**What you will do**
Across the listing that follows, establish how many lines contain the string "Forbes" and provide that number by itself.

**Material for the task**
#####
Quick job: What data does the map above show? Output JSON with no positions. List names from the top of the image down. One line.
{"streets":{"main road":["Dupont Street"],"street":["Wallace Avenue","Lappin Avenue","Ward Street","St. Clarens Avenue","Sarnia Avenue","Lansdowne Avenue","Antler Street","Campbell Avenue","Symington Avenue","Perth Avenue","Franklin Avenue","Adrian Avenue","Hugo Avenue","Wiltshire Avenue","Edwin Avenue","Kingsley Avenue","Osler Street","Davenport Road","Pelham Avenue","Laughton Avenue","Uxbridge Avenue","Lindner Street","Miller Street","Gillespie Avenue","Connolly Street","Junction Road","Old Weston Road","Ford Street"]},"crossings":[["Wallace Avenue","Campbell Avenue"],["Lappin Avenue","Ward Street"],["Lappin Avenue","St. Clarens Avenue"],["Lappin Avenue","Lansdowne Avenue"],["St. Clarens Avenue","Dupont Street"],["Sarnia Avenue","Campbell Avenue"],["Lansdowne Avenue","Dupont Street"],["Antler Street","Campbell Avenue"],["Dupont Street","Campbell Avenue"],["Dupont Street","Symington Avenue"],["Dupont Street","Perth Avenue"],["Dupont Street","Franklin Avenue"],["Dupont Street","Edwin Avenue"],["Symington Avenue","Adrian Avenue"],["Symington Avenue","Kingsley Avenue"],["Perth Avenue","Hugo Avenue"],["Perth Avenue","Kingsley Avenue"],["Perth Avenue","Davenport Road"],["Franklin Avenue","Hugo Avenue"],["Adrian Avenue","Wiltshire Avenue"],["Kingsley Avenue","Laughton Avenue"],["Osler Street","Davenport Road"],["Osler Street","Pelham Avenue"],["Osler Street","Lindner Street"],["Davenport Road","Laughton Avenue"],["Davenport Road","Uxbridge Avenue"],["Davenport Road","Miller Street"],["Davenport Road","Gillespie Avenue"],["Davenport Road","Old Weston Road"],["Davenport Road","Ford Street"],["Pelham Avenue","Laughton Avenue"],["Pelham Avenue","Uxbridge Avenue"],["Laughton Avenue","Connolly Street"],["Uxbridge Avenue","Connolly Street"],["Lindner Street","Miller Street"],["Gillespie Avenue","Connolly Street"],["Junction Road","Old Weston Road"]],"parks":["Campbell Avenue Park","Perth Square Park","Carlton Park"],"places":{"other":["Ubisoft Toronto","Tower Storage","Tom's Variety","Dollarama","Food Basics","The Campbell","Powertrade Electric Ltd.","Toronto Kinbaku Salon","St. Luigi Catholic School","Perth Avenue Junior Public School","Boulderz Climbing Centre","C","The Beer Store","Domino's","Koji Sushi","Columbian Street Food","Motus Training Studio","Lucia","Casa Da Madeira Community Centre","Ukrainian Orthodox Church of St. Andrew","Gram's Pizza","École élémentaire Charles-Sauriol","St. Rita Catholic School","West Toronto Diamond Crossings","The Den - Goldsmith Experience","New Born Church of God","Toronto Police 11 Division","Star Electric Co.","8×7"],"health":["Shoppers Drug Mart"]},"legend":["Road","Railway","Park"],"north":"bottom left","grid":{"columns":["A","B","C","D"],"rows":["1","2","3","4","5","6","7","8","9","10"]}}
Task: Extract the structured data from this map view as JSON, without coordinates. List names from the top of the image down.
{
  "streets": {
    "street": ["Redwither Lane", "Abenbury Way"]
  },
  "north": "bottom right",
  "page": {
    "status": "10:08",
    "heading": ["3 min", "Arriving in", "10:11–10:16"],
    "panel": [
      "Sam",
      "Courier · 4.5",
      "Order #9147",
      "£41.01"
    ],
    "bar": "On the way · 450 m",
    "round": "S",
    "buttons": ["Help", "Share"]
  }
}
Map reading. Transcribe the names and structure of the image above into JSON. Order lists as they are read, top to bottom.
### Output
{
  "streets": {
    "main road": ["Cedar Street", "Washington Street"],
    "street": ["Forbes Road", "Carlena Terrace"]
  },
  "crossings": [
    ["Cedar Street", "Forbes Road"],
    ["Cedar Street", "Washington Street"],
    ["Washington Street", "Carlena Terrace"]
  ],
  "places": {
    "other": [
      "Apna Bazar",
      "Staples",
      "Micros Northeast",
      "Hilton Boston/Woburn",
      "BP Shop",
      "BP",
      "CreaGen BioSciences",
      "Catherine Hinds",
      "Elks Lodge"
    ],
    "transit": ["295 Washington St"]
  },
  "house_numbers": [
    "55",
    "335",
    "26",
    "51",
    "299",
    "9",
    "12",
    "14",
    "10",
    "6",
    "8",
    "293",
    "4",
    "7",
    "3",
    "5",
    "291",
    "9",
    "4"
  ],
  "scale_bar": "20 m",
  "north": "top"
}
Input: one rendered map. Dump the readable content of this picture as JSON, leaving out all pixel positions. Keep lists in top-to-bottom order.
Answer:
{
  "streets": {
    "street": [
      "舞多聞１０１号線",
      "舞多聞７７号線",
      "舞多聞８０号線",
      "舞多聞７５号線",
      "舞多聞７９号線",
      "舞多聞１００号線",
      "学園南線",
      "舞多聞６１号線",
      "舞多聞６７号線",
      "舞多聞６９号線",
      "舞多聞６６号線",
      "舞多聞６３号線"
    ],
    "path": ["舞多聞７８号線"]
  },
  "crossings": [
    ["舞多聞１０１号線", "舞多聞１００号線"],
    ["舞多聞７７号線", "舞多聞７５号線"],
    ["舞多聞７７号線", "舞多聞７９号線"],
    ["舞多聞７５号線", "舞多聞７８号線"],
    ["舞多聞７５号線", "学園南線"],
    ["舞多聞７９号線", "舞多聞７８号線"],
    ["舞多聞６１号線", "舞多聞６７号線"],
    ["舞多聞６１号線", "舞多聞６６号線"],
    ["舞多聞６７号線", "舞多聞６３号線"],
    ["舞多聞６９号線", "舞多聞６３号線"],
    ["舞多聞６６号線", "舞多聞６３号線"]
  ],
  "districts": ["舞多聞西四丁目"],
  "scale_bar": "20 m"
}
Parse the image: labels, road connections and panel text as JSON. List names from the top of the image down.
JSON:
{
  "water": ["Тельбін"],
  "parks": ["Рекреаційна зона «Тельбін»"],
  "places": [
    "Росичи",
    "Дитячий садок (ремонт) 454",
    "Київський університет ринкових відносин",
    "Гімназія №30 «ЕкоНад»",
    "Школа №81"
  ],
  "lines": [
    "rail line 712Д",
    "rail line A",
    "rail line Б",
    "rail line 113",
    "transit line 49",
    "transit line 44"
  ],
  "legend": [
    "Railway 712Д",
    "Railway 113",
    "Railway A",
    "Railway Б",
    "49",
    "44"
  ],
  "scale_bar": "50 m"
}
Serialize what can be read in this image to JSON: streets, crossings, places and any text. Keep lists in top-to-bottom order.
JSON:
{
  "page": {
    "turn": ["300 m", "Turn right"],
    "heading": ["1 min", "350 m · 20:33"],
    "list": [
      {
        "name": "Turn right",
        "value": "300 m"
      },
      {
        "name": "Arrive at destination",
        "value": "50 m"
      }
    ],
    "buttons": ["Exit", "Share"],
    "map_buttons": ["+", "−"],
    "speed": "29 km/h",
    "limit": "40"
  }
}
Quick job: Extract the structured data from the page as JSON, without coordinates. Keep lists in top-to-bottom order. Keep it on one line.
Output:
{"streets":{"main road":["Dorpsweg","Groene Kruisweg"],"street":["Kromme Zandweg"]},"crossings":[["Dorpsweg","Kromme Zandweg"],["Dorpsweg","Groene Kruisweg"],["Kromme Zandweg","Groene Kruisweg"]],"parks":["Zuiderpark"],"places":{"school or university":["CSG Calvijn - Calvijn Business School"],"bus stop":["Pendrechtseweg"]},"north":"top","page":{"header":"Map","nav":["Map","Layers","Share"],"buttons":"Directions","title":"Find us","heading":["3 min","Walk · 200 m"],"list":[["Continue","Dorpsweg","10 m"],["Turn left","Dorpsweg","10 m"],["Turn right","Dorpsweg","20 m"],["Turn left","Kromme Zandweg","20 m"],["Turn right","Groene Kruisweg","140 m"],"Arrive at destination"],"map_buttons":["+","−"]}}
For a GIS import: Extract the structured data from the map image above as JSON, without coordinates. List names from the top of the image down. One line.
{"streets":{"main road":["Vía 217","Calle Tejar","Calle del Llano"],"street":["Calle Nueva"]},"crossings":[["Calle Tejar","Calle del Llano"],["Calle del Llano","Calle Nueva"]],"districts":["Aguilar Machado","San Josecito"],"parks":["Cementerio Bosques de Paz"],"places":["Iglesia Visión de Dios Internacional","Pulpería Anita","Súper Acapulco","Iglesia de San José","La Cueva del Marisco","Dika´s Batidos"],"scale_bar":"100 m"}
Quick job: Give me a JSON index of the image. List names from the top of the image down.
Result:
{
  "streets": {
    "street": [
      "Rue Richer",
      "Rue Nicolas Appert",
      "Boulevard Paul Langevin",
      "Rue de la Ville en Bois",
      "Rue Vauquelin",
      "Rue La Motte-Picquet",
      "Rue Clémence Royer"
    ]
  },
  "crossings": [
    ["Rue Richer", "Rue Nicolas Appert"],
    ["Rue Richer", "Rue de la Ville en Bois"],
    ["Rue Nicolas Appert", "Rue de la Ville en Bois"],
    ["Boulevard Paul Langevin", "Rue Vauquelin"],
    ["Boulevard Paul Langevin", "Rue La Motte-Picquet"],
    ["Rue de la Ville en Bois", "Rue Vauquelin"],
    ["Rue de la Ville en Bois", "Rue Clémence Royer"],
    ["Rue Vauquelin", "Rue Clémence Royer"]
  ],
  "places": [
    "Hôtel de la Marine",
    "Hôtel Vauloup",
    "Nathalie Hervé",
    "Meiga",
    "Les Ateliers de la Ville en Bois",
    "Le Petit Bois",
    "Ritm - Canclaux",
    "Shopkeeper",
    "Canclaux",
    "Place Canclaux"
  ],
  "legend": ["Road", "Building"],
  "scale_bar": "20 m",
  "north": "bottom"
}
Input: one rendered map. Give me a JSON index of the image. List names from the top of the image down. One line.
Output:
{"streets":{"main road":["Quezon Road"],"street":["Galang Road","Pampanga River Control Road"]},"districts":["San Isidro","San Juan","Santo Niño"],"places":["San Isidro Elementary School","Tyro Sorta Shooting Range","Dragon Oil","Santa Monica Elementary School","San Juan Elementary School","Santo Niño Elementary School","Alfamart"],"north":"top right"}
#####
**Your response**
2